La liste de ces pays de pays d’origine sûrs (POS) devait être établie au niveau de l’Union européenne mais elle a buté sur les contradictions des pays membres. La liste établie par l’OFPRA fait fréquemment l’objet de corrections par le Conseil d’Etat (récemment, retrait de l’Albanie et du Kosovo) qui permettent de douter de la validité du concept.

2.3. Le refus de l’asile

* L’exclusion

Les demandeurs frappés d’exclusion de la CG sont néanmoins protégés de l’éloignement (assignation à résidence ou autre). Les  critères sont les suivants.

– un crime contre la paix, un crime de guerre ou un crime contre l’humanité (crimes jugés à Nuremberg, en ex-Yougoslavie ; journaliste de radio au Rwanda, officier russe en Afghanistan et en Tchétchénie)

– un crime grave de droit commun commis dans le pays d’origine ; exclusion aussi des activités terroristes (détournement d’avion par un Black Panthers, Robert Hatem au Liban, un dirigeant du PKK en Turquie).

– des agissements contraires aux buts et aux principes des Nations Unies : en général des dirigeants ayant eu des responsabilités dans des violations des droits de l’homme, mais aussi des exécutants : Duvalier, un responsable du régime des Khmers rouges, un garde du corps de Mobutu.

* La cessation

Elle ne remet pas en cause automatiquement  le droit au séjour. Elle se produit dans un certain nombre de cas.

– l’allégeance au pays d’origine qui résulte du caractère subsidiaire de la protection du pays d’accueil par rapport au pays d’origine. Ce n’est pas le cas pour une simple escale d’avion ou la participation à l’enterrement d’un proche. Mais il peut y avoir cessation dans le cas d’un mariage ou de la délivrance d’un passeport à l’ambassade. C’est a fortiori le cas lorsqu’il y a recouvrement volontaire de nationalité ou retour volontaire, acquisition d’une nouvelle nationalité avec protection du nouveau pays : Juifs ayant regagné Israël après la seconde guerre mondiale, Bulgare ayant obtenu la nationalité turque.

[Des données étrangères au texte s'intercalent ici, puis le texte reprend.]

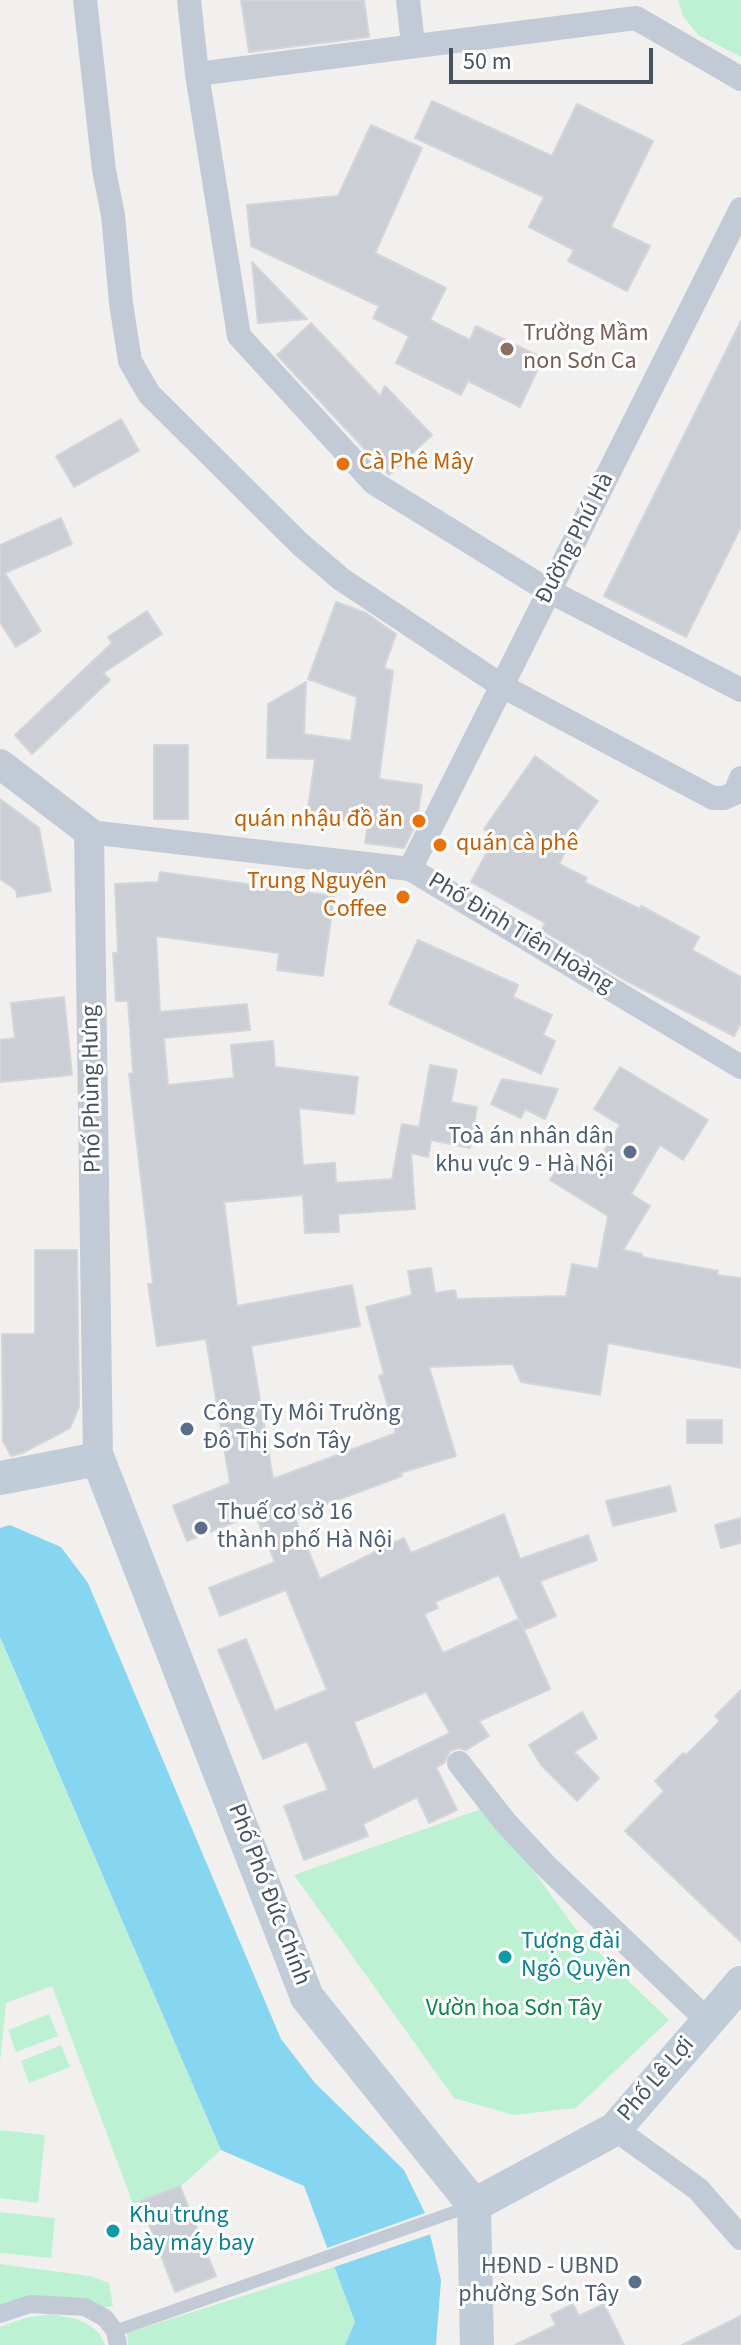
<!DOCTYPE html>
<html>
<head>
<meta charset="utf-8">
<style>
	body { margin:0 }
	#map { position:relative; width:741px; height:2345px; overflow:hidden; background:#f2f0ef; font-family:"Source Sans 3",sans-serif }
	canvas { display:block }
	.scale { position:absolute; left:449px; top:48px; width:204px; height:36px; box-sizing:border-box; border:4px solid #46525e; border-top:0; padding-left:10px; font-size:24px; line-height:28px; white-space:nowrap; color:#46525e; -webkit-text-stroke:6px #fff; paint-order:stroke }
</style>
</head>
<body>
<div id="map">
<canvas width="741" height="2345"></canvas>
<div class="scale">50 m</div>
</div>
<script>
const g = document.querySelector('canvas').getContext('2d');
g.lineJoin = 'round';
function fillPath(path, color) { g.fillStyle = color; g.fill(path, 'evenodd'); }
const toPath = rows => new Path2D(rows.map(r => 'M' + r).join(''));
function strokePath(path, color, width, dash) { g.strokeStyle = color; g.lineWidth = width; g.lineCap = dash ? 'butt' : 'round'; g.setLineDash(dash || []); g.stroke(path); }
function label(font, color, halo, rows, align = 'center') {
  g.font = font + ' "Source Sans 3",sans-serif'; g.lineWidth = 6; g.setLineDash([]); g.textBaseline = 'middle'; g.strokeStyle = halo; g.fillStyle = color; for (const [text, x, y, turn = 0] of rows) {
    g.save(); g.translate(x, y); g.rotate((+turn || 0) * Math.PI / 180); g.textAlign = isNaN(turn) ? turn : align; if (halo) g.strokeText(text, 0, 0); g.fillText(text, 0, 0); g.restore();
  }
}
const green = toPath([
	[678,0,741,0,741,57,698,35,683,16],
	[0,1638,221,2150,181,2186,133,2204,52,1986,6,2003,0,2063],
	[487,1807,578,1932,669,2020,576,2108,514,2115,454,2098,294,1875],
	[49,2014,58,2036,16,2052,8,2030],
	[61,2045,70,2067,29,2083,21,2061],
	[0,2130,45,2135,38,2203,0,2198],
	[0,2212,55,2218,51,2258,0,2253],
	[0,2264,90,2276,109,2283,113,2306,104,2307,58,2298,0,2306],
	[334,2267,355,2322,345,2345,128,2345,127,2333],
	[50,2314,77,2319,89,2325,99,2333,105,2345,0,2345,0,2327,25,2318]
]);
const water = toPath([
	[10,1525,61,1547,88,1583,281,2039,315,2083,404,2170,425,2213,441,2280,436,2345,345,2345,355,2322,304,2186,221,2150,0,1637,0,1528]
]);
const pier = toPath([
	[425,2213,431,2234,334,2267,327,2248]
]);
const building = toPath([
	[241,0,364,0,369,37,249,52,241,0],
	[432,101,552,156,577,104,653,141,611,227,650,246,627,291,568,261,574,250,529,227,544,197,415,138,432,101],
	[371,125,422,148,375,253,446,288,430,320,470,340,476,326,543,358,520,407,468,381,461,395,396,363,409,336,373,318,379,306,251,246,247,205,338,196,371,125],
	[252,262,307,319,258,323,252,262],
	[741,321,741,527,686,637,604,596,741,321],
	[311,323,380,396,385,386,432,435,389,475,277,355,311,323],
	[121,419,139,451,74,487,56,456,121,419],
	[61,518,72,544,5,573,41,631,16,647,0,622,0,545,61,518],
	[336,602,366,613,396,634,384,668,393,671,379,779,422,785,417,821,404,848,365,843,368,824,307,815,315,759,267,758,268,704,306,682,304,734,351,741,357,697,308,679,336,602],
	[147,611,162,634,103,673,110,680,32,754,15,735,112,643,108,637,147,611],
	[154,745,188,745,188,819,154,819,154,745],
	[535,756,598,801,575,833,559,864,587,878,584,882,640,909,641,906,699,937,692,950,741,977,741,1023,734,1036,623,979,542,930,545,923,471,882,495,837,484,829,535,756],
	[0,799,39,828,51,891,17,897,16,890,0,879,0,799],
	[160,872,334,896,323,976,277,970,279,953,156,936,160,1012,247,1004,250,1030,164,1038,168,1085,234,1078,231,1045,273,1041,275,1067,358,1077,354,1114,299,1108,303,1165,335,1163,336,1183,392,1179,402,1124,419,1127,430,1065,457,1070,451,1102,477,1107,470,1148,431,1140,428,1157,411,1153,415,1209,338,1214,339,1232,305,1233,303,1195,224,1202,237,1306,352,1285,360,1326,251,1346,273,1479,396,1433,379,1376,384,1374,366,1307,412,1295,408,1271,431,1268,435,1293,455,1290,457,1299,566,1296,572,1264,598,1269,608,1216,550,1180,564,1158,590,1174,620,1125,594,1109,620,1067,708,1120,683,1160,660,1145,631,1194,650,1206,623,1250,642,1254,642,1257,718,1271,717,1275,741,1278,741,1368,608,1343,600,1395,521,1382,513,1364,429,1367,456,1456,400,1473,402,1476,294,1516,320,1579,404,1538,411,1553,504,1514,520,1559,588,1535,597,1560,540,1581,556,1616,524,1630,519,1619,550,1689,479,1721,489,1736,466,1750,458,1748,450,1751,444,1763,436,1767,457,1810,429,1823,417,1797,363,1824,368,1836,304,1860,284,1806,328,1790,307,1741,263,1759,218,1650,246,1639,275,1711,327,1690,286,1590,220,1616,209,1588,275,1562,255,1514,187,1541,173,1506,230,1483,206,1339,157,1346,148,1284,153,1284,129,1074,133,1073,128,1001,116,1001,113,953,118,953,115,884,158,882,160,872],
	[499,1575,519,1619,443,1653,424,1614,438,1608,435,1602,499,1575],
	[426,1692,450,1733,373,1770,354,1722,426,1692],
	[418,940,518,985,513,997,552,1015,543,1035,555,1041,541,1074,389,1004,418,940],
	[64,997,72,1075,0,1082,0,1040,15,1038,11,1003,64,997],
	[502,1079,558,1089,545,1119,525,1109,521,1118,491,1104,502,1079],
	[35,1250,77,1250,79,1407,70,1428,22,1453,11,1456,3,1441,2,1334,35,1334,35,1250],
	[687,1420,722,1420,722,1443,687,1443,687,1420],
	[670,1486,676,1511,613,1526,606,1501,670,1486],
	[741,1518,741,1543,721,1548,715,1525,741,1518],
	[741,1690,741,1942,625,1831,664,1791,655,1781,683,1753,686,1755,720,1721,715,1716,741,1690],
	[582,1712,597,1738,574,1752,599,1778,577,1801,541,1765,529,1745,582,1712],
	[180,2186,216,2276,175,2292,140,2201,180,2186],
	[573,2304,579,2316,604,2304,624,2345,515,2345,556,2325,551,2315,573,2304],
	[741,2316,741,2345,682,2345,741,2316]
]);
const service = toPath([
	[115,2331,471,2206]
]);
const pedestrian = toPath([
	[0,2314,30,2304,85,2307,105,2318,115,2331,118,2345]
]);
const minor = toPath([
	[85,0,104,170,113,215,121,303,130,361,149,394,300,544,341,579,502,686,713,798,724,798,735,793,741,778],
	[189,0,197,74],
	[408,0,413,44],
	[741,79,636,18,197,74,239,336,374,483,549,591,741,690],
	[89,832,410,869,741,1067],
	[410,869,741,209],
	[459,1763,505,1822,546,1866,708,2021],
	[615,2129,698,2189,741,2238]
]);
const tertiary = toPath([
	[0,764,89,832,98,1459]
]);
const secondary = toPath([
	[0,1478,98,1459,307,1997,474,2205,477,2345],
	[474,2205,615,2129,741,1983]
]);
const markers = [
	[507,349,8,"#8d6e63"],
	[343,464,8,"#e8710a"],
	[419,821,8,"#e8710a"],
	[440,845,8,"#e8710a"],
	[403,897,8,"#e8710a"],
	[630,1152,8,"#5c6f8a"],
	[187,1429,8,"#5c6f8a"],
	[201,1528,8,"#5c6f8a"],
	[505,1957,8,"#0f9aa8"],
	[113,2231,8,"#0f9aa8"],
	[635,2282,8,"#5c6f8a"]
];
const educationNames = [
	["Trường Mầm",523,335],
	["non Sơn Ca",523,363]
];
const foodNames = [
	["Cà Phê Mây",359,464],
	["quán nhậu đồ ăn",403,821,"right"],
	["quán cà phê",456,845],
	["Trung Nguyên",387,883,"right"],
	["Coffee",387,911,"right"]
];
const streetNames = [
	["Đường Phú Hà",576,539,-63],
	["Phố Đinh Tiên Hoàng",520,934,31],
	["Phố Phùng Hưng",93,1089,-91],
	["Phố Phó Đức Chính",268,1895,69],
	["Phố Lê Lợi",657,2080,-49]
];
const serviceNames = [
	["Toà án nhân dân",614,1138],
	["khu vực 9 - Hà Nội",614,1166],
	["Công Ty Môi Trường",203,1415,"left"],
	["Đô Thị Sơn Tây",203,1443,"left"],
	["Thuế cơ sở 16",217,1514,"left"],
	["thành phố Hà Nội",217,1542,"left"],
	["HĐND - UBND",619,2268],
	["phường Sơn Tây",619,2296]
];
const cultureNames = [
	["Tượng đài",521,1943],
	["Ngô Quyền",521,1971],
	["Khu trưng",129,2217],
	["bày máy bay",129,2245]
];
const parkNames = [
	["Vườn hoa Sơn Tây",514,2010]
];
fillPath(green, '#bcf2d3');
fillPath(water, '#87d6f1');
fillPath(pier, '#f2f0ef');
fillPath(building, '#cbced5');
strokePath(building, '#d3d5db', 2);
strokePath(service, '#c2cbd5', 12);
strokePath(pedestrian, '#c2cbd5', 18);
strokePath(minor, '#c2cbd5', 24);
strokePath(tertiary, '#c2cbd5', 30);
strokePath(secondary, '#c1ccd9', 34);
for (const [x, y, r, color] of markers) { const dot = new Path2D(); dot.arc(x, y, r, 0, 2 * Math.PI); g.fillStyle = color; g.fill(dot); strokePath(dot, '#fff', 3); }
label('24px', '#785e54', '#fff', educationNames, 'left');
label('24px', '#c56008', '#fff', foodNames, 'left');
label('24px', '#46525e', '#fff', streetNames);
label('24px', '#4e5e75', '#fff', serviceNames, 'right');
label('24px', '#0d838f', '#fff', cultureNames, 'left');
label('24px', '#128550', '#fff', parkNames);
</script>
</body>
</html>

La cessation peut encore intervenir après changements des circonstances, qui doivent être durables et fondamentaux : accession à l’indépendance ou fin de dictatures (Espagne, Chili), sauf « raisons impérieuses » (Cambodge).

* La remise en cause prétorienne

C’est le cas d’un retrait pour fraude selon le principe de retrait des actes administratifs. La fraude doit avoir été intentionnelle et porter sur un élément essentiel intention et élément essentiel (Turc faisant état de persécution à une date où il était en France).

La cessation peut aussi intervenir pour changement de la situation individuelle. La reconnaissance au titre de l’unité de famille se perd avec celle du bénéficiaire principal. Elle est conservée par les mineurs à la majorité, mais pas pour les personnes sous tutelle. Elle est perdue en cas de divorce s’il n’y a pas de moyen propre.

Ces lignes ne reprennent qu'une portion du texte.